Il répond aux questions que le lecteur peut se poser sur l'apparition de ces formes de vies religieuse et comment elles ont pu évoluer, des ermites ou anachorètes partis chercher la solitude dans le désert d'Egypte dès le IIIe siècle, aux organisations cénobitiques, c'est-à-dire des moines vivant en communautés et dont un des exemple les plus connus est sans doute Cluny.

Ce qui rend cet ouvrage particulièrement intéressant, c'est qu'il permet autant la compréhension de l'évolution de ces communautés et des liens entres elles, que du contexte social et économique qui permit l'apparition de ces différents ordres. Il explique par exemple comment l'aristocratie, en particulier les Carolingiens, a promu le monachisme pour établir son propre pouvoir.

Ce livre fourmille d'informations qui soulignent la place du monachisme dans la société au Moyen Âge ; on y apprend par exemple que « la Règle de Saint Augustin […] fut l'une des grandes découvertes de la fin du XIe siècle. Dans la tradition monastique occidentale, son retentissement fut comparable à celui qu'eut dans la population, quelques siècles plus tard, la découverte de l'Amérique ».
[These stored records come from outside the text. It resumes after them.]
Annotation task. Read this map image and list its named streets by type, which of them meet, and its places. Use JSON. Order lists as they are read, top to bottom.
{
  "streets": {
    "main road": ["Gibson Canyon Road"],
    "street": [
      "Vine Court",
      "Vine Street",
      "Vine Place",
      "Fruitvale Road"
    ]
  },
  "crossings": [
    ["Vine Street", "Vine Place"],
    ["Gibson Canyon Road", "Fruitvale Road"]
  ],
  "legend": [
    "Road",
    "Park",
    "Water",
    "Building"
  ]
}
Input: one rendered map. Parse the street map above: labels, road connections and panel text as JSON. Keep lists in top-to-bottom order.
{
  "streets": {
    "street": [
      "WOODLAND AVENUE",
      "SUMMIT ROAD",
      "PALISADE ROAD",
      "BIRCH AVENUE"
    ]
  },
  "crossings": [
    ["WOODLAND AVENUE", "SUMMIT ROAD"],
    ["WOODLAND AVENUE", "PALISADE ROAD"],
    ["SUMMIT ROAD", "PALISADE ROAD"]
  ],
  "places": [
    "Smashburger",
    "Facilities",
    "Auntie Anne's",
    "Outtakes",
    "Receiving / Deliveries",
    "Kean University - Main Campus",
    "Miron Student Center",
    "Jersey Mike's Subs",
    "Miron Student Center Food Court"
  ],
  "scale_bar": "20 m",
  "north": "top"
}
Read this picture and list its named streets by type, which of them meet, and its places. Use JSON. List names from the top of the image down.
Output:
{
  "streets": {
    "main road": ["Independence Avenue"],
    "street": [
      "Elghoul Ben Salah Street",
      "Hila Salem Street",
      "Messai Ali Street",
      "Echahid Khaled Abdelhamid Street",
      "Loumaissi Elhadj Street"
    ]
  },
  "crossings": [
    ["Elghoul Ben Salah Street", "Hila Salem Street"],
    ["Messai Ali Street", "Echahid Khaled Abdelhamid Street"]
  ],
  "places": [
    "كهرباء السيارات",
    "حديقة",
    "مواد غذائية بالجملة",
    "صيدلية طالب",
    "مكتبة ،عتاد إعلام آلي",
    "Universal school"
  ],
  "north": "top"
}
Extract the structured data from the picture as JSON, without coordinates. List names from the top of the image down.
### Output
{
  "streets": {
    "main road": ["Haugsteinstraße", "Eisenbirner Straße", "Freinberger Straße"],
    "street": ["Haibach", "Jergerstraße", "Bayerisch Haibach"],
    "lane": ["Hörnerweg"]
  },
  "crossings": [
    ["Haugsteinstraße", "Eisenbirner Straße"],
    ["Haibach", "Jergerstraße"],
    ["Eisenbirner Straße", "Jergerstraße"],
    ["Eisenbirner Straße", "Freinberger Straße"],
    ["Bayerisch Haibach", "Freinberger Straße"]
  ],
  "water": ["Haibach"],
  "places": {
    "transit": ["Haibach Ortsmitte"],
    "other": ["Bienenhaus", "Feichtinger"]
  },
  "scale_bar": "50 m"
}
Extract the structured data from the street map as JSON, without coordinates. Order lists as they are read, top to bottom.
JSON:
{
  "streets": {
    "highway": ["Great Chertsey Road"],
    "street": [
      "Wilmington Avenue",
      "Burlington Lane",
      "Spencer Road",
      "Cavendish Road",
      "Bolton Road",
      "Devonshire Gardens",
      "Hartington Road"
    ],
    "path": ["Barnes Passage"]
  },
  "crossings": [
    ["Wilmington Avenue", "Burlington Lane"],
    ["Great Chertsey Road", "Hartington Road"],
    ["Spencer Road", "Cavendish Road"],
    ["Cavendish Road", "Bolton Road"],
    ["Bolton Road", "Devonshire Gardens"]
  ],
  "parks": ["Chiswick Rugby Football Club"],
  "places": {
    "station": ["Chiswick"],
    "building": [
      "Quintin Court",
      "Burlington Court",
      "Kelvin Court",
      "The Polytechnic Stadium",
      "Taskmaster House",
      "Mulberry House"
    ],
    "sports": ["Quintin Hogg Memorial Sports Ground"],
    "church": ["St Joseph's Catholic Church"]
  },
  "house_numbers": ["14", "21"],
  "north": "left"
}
Les femmes, moniales ou ayant adopté d'autres formes de vie religieuse comme les béguines, n'y sont pas oubliées.

Ce livre m'a apporté une meilleure compréhension des ordres et un éclairage sur les multiples contradictions du monachisme: contradiction entre la recherche d'une vie de solitude et les regroupements en communautés ; entre la recherche d'une vie simple et frugale et la richesse et le faste de certains ordres, et enfin entre le retrait des affaires du monde et les liens pourtant étroits des moines avec l'église et les souverains.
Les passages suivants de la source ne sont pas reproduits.